Managing large scale projects,
As Victor mentionned, John Lakos' "Large Scale C++ Software Design" is one of the
canons, but it deals with implementation details (which is very important). If
it's _management_ of projects that interests you, Neal Whitten's "Managing
Software Development Projects" is about as good as it gets. In between, you have
a few really good books by Steve McConnell. One of the best books is Martin
Fowler's "Refactoring: Improving the Design of Existing Code". Speaking of
refactoring, some people will recomment the mound of books on eXtreme
Programming, but personally, I find that they read like indoctrination pamphlets
in a new age cult.
You won't find much on this topic since it's really a minor subset of an already
minuscule subject.
Here you have plenty of choices, but they're not all explicitly about
extensibility.

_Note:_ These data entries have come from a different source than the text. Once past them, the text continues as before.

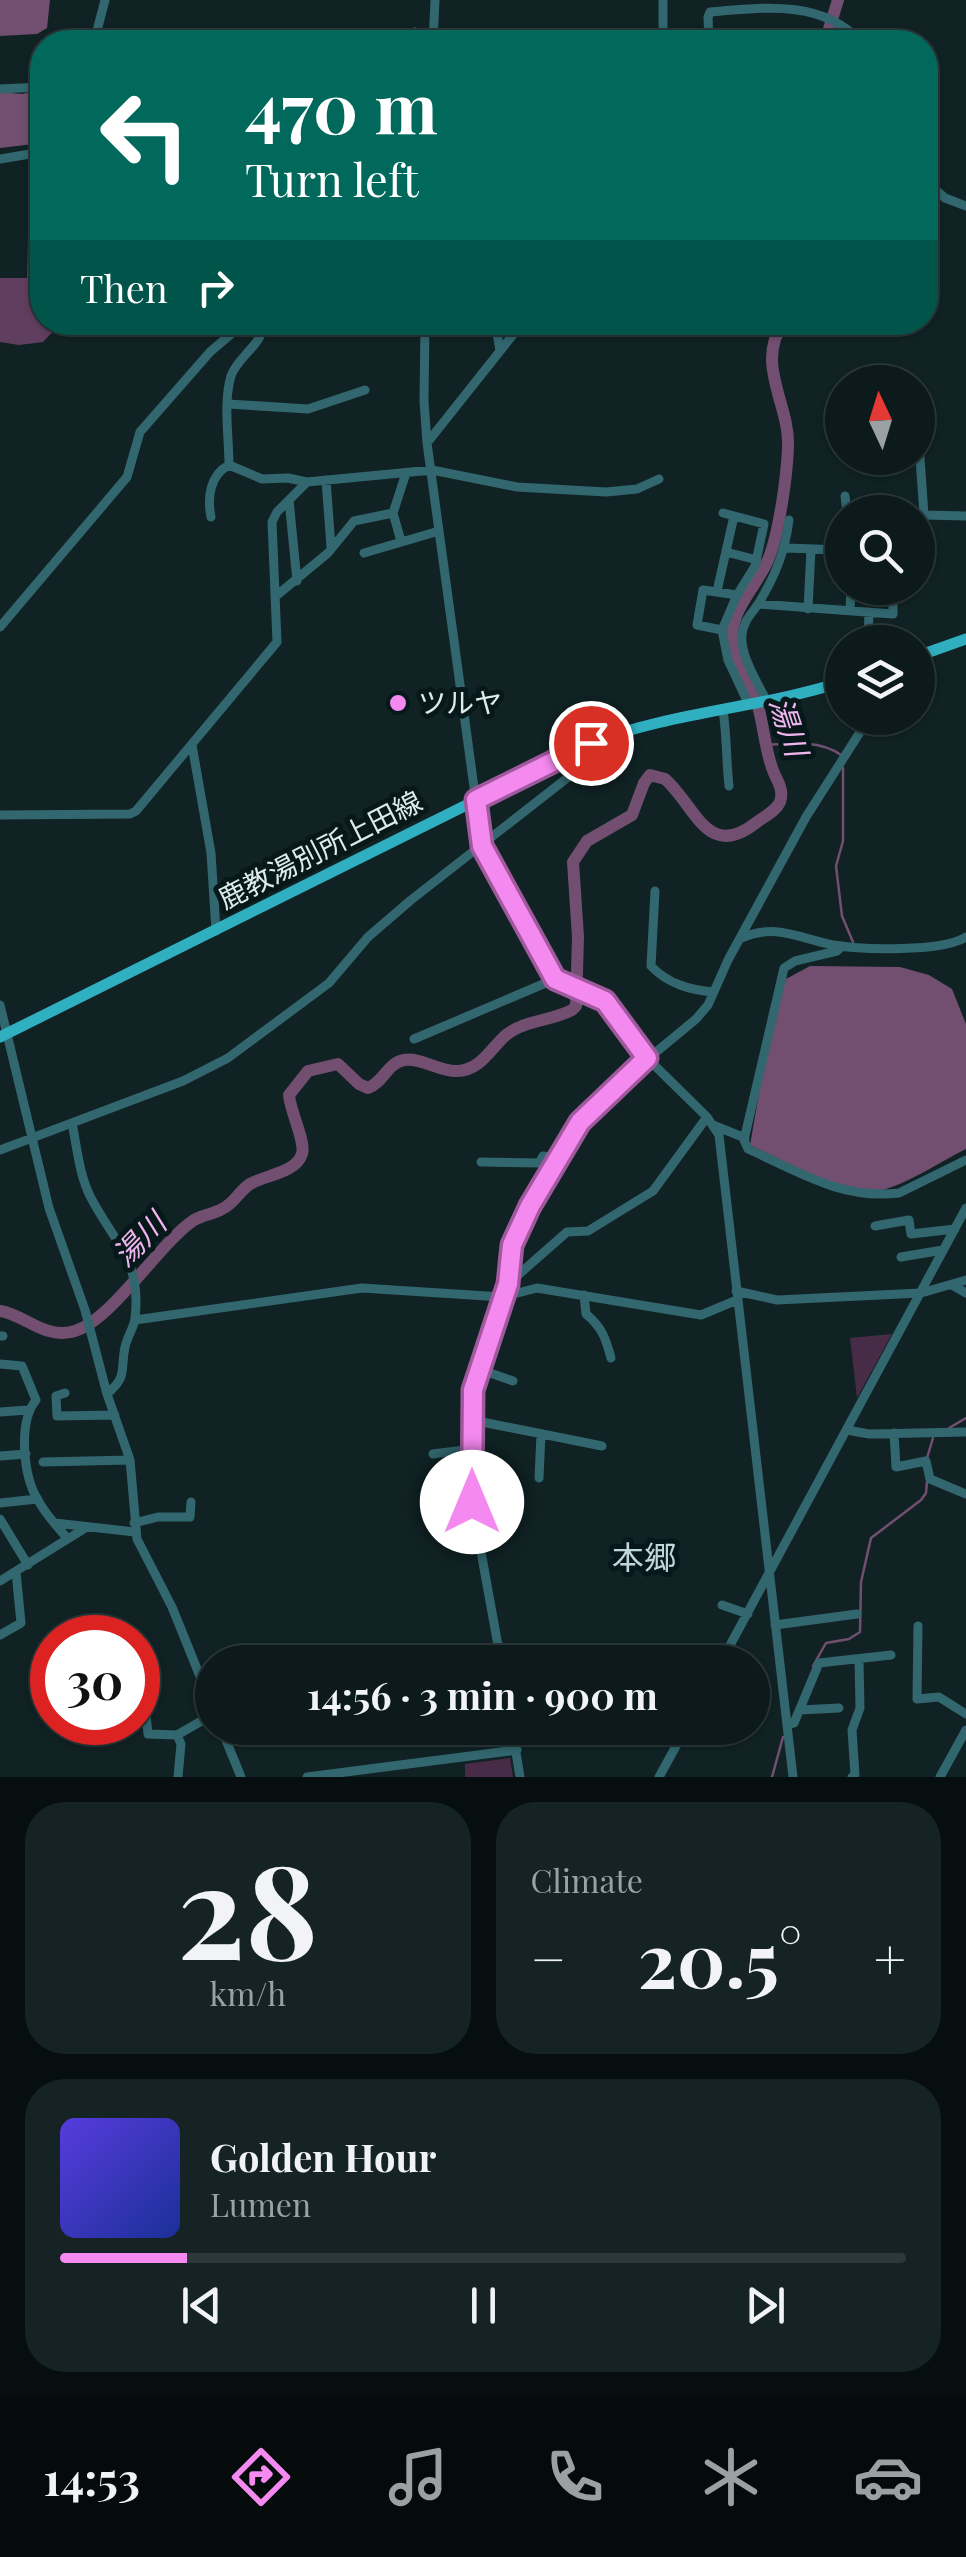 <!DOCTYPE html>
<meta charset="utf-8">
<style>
:root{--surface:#0c1a1b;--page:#152324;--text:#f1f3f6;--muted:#9aa1a3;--line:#2c383a;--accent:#f489f0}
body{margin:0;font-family:"Playfair Display","Noto Sans JP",serif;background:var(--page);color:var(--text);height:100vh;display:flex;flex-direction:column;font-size:38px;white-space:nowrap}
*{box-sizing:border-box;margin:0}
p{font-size:32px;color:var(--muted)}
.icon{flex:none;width:55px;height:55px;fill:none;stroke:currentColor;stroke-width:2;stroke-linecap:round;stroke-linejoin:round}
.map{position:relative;height:1777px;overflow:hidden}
.drawer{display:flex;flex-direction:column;gap:25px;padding:25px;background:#070e0f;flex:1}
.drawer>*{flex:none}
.hud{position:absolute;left:30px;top:30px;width:908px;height:305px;border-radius:40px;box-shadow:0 2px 8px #0004,0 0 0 2px var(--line);background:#00695c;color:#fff;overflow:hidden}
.needle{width:65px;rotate:356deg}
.buttons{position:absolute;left:825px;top:365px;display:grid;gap:20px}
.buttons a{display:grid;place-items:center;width:110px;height:110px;border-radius:50%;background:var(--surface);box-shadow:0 2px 8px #0004,0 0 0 2px var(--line);font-size:50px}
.speed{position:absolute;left:30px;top:1615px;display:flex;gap:20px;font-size:50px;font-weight:700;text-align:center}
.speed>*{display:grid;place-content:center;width:130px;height:130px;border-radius:50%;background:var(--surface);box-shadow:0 2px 8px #0004,0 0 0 2px var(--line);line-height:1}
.speed .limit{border:15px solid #d22;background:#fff;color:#111}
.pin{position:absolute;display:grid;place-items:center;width:85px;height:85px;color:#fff;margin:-42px;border:5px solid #fff;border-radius:50%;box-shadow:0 2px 10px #0007}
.me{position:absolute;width:110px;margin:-55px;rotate:0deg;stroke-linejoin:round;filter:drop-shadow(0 0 8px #0008)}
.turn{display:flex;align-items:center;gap:35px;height:210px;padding:0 50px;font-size:45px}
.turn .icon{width:130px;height:130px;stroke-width:2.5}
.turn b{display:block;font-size:70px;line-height:85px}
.then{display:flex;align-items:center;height:95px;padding:0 50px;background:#0003;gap:20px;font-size:38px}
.big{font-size:75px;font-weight:700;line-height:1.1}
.drawer .widget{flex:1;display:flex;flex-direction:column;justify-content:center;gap:15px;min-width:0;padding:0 35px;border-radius:40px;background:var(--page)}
.drawer .dial{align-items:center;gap:0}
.dial b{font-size:130px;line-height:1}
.song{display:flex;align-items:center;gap:30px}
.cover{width:120px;height:120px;border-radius:15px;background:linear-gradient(135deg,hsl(250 70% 55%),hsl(230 70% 35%))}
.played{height:10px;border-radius:5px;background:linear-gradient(90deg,var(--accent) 15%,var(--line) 15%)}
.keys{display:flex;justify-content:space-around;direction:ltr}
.heat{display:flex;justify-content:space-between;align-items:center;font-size:55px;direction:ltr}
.drawer .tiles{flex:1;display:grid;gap:25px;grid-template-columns:1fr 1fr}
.widget:last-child{grid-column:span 2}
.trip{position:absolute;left:195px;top:1645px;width:575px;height:100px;border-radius:50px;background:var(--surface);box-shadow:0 2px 8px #0004,0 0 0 2px var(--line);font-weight:700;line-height:100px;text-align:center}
.tab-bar{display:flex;height:160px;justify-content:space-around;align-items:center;background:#050a0b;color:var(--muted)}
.tab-bar .icon{width:70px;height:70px}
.tab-bar .on{color:var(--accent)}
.tab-bar b{font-size:45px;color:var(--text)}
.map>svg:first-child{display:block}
.green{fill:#482b47}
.forest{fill:#603e5f}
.water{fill:#724f70}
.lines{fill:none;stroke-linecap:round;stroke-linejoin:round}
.stream{stroke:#724f70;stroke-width:2.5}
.river{stroke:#724f70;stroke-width:12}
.minor{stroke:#32676f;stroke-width:9}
.major{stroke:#2fafc0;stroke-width:11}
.route-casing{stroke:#9f599c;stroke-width:25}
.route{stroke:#f489f0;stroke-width:18}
.poi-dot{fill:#f489f0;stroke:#07181b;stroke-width:4}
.labels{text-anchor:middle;stroke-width:10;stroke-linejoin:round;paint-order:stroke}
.poi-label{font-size:28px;fill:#dfeaec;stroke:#07181b;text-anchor:start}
.street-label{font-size:28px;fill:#dfeaec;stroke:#07181b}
.water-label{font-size:30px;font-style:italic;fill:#eeb4eb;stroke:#07181b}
.quarter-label{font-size:32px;fill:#c0d7da;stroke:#07181b}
</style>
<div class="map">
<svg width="966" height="1777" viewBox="0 0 966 1777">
<rect width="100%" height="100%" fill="#102224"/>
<path class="green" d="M892,1334L857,1398L850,1338Z
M510,1758L513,1777H465V1764Z"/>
<path class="forest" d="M42,213V322L61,323L43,342L19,345L0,342V278H27L28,236L40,235L38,214Z"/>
<path class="water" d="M0,0H50L47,28L37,34L0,36Z
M42,90V143L0,148V92L22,94Z
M810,966L900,967L929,975L952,989L966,1024V1149C941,1161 916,1179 889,1188C851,1201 785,1161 750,1145L771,1025L786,979Z"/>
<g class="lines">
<path class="stream" d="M766,745C792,743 820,740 841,755
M843,768V841L836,866L842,916L853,942
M949,1428L966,1418
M927,1458L933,1438
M813,1666L826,1643L849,1639L860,1632L861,1582L871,1538L921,1500L926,1493L927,1481
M772,1777L783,1737"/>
<path class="river" d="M825,42L838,0
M0,1311C25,1315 43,1338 71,1332C109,1325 158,1244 194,1220C203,1215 213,1214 222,1209C234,1204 240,1190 250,1184C265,1175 296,1173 302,1154C306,1142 290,1111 289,1095L308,1071L338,1064L359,1084L368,1088C384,1082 387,1063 404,1060C421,1057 440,1072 457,1071C480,1071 491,1048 506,1035C525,1020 551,1021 572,1010L576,1006L578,937L573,862L587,841L632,815L644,783L650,775L665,779C696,806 707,862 757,822C765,816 776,811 780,802C784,791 778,782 774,773C764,749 764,723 756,699C748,678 731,658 732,635C733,607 758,584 768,560C779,534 787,476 788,447C790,404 754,363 784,322"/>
<path class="minor" d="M663,0V42
M94,42L105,0
M406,42L415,32L430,42
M433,42L435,0
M709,42L708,17L710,12C766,7 823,0 861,42
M0,89L42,87
M0,159L42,152
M925,181L945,198L966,206
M264,322C263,345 238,356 231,376C223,403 229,437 229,465L262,479L288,478L307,482L432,470L517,487L606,492L637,489L659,479
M425,322L424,401L427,443L482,846L555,979L605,1001L647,1058L707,1117L719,1135L793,1777
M495,322L500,351
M228,404L308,409L365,390
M427,443L523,322
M919,444L924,515L966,516
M326,480L331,547
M845,496L847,512
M289,500L297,581
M393,513L401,541
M723,513L764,524L755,566L737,595L722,630L728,660L749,705
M211,517C207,497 210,475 229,465
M786,548L842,550
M726,552L757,560
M364,553L439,531
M717,591L734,516
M276,596L328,553L354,521L393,513L406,473
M759,604L893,614V588
M808,609L811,549
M850,610L851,588
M0,627L127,477L140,432L210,352L245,322
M722,630L697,625L703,590L737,595
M868,642L869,612
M918,668L929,652
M767,702C758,683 740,656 742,635C743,620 753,613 760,601C776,574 785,551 789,520
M723,710C727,737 726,759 729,786
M192,745L211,853L216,931
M0,815L130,814L136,811L277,642L272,522L277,512L307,482
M655,891L651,966C668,984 690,990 714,992
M741,938C776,923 798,938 833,945C862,950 942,952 966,937
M842,946L837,951L795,961L784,968L744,1140L748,1149C799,1172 842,1200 899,1193L966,1160
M0,1005L49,1208L85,1310L107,1394L130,1460L137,1539L172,1607L212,1706
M414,1039L555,979
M72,1123C77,1147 79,1175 91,1198C114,1242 142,1261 135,1318C134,1328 127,1337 125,1347C120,1371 128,1376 107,1394
M713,1125L745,1138
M0,1150L183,1081L228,1058L329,983L368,937L411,900L594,757L623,739L624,730
M481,1162L539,1163L543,1156L558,1159
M875,1226L909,1220L911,1234L955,1229
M901,1257L943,1250
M509,1283L567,1232L588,1231L653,1191L707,1117
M952,1285L966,1293
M736,1291L777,1300L921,1293L966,1280
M584,1295L586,1314C602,1327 606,1339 611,1358
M135,1320L362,1288L502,1297L537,1288L701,1315L737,1300
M0,1336H3
M0,1364L22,1366L36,1400C18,1422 23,1476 38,1500C45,1514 57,1526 67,1538
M479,1369L513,1381
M65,1393L56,1396L57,1416L115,1415
M0,1412L28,1410
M472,1420L602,1446
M847,1430L869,1434L966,1432
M894,1433L896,1467L926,1461L930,1479L966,1494
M433,1454L472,1449
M0,1456L26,1454
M43,1462L130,1460
M471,1469L504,1475L498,1511L474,1515
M539,1478L541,1434
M0,1503L37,1499
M0,1519L28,1565
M55,1523L135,1532
M134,1523L158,1517H190L191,1502
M0,1581L87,1527
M722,1605L748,1614
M775,1625L857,1614
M918,1626L917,1699L939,1697L966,1714
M0,1635L21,1623L16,1572
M501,1662L472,1502L473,1390L508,1284L513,1245L530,1206L580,1122L620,1082L696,1019L708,1005L728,960L806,817L869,718
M604,1662H639
M721,1662L966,1208
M138,1697L144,1696L148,1734L177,1735
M800,1710L839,1708
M787,1725L794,1723L819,1663L891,1655
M221,1728L241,1777
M512,1728L520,1777
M178,1777L181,1744L177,1735L212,1715
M307,1777L517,1750
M659,1777L686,1728
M852,1777L855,1775L852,1730L860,1708L859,1660
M940,1777L966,1730"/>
<path class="major" d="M918,656L966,639
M0,1037L591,743C672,712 760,708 842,682"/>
</g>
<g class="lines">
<defs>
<path id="route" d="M472,1502L473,1390L508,1284L512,1245L530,1206L580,1122L647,1058L605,1001L555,979L482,846L476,800L591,743"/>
</defs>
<use href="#route" class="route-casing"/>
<use href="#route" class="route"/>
</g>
<circle class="poi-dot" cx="398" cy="703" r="10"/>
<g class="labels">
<g class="poi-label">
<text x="418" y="713">ツルヤ</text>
</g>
<g class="street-label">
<text transform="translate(320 850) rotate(-27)" y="10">鹿教湯別所上田線</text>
</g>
<g class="water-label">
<text transform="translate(788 727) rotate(72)" y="10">湯川</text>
<text transform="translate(140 1240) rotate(-46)" y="10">湯川</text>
</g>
<g class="quarter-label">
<text x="644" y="1569">本郷</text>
</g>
</g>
</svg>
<div class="buttons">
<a><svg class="needle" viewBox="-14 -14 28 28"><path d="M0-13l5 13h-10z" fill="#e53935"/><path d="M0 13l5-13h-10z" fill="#9aa1a3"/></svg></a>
<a><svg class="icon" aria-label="search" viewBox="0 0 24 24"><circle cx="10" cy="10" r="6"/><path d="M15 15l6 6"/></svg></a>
<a><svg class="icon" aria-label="layers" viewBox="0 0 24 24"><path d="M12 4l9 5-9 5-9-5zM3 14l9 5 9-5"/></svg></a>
</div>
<div class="speed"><div class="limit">30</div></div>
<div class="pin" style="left:591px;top:743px;background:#d93025"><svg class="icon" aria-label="arrive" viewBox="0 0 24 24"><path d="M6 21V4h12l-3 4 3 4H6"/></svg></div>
<svg class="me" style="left:472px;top:1502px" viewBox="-20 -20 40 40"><circle r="19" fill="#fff"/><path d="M0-13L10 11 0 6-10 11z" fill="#f489f0"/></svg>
<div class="trip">14:56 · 3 min · 900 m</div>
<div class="hud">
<div class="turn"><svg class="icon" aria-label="left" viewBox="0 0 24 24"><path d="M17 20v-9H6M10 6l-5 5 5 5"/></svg><div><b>470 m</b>Turn left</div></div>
<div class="then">Then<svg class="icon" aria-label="right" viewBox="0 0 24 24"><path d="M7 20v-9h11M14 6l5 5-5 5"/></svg></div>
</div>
</div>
<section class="drawer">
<div class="tiles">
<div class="widget dial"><b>28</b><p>km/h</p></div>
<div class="widget"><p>Climate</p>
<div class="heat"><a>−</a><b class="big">20.5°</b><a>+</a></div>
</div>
<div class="widget">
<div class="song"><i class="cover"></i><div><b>Golden Hour</b><p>Lumen</p></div></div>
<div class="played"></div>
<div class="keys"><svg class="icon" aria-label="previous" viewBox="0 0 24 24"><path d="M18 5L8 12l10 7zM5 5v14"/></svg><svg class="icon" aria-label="pause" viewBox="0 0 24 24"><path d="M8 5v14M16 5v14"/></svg><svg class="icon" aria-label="next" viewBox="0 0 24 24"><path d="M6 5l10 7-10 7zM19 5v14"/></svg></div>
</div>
</div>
</section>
<nav class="tab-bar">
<b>14:53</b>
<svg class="icon on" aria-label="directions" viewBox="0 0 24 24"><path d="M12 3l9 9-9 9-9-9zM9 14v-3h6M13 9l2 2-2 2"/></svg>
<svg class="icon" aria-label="music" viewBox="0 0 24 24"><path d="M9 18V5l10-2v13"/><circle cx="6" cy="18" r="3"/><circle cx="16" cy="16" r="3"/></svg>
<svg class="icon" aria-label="phone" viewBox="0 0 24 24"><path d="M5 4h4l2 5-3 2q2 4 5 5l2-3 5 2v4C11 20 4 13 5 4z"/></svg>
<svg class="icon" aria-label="climate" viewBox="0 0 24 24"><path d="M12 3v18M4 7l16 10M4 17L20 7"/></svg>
<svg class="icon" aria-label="car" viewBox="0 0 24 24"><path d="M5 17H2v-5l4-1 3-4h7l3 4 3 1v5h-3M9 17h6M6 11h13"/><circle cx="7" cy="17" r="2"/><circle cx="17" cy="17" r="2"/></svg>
</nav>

Lakos' book is again a good source. Carrol and Ellis have a book
called "Designing and Coding Reusable C++". Andrei Alexandrescu's "Modern C++
Design" and Vandervoorde and Josuttis' "C++ Templates" are masterful references,
but it takes even seasoned experts multiple readings to grasp the subtleties
(it's very rewarding, though). Just studying any Standard Library reference would
be enough to give you a heap of good concepts about extensibility.
Also when you start a progrm project from scratch, how
do you lay it out?
There are too many ways to count, but basically, most people simply clone the
skeleton of an existing project, improve the things that were found lacking in
the last iteration and go from there. It's a catch 22 for beginners because they
don't have existing projects to clone and the projects they can find are usually
too complex to fit what they're doing. The only good advice I can give you, until
you get to work with a team that has an established methodology, is: do many
projects and evolve your framework as you do so. You'll learn a lot by it.
I've been drawing object interactions on a a0 piece of paper, is this the
way others do it, or is there any good software for doing this??
If paper works for you, there's nothing wrong with it. I use Visio because it's
flexible and doesn't constrain me to someone else's methodology. Some people like
tools that enforce certain constraints or that generate code for them. Rational
Rose is often prefered by those people. I'm sure that if you take an inventory,
you could come up with dozens of programs that purport to aid in software design.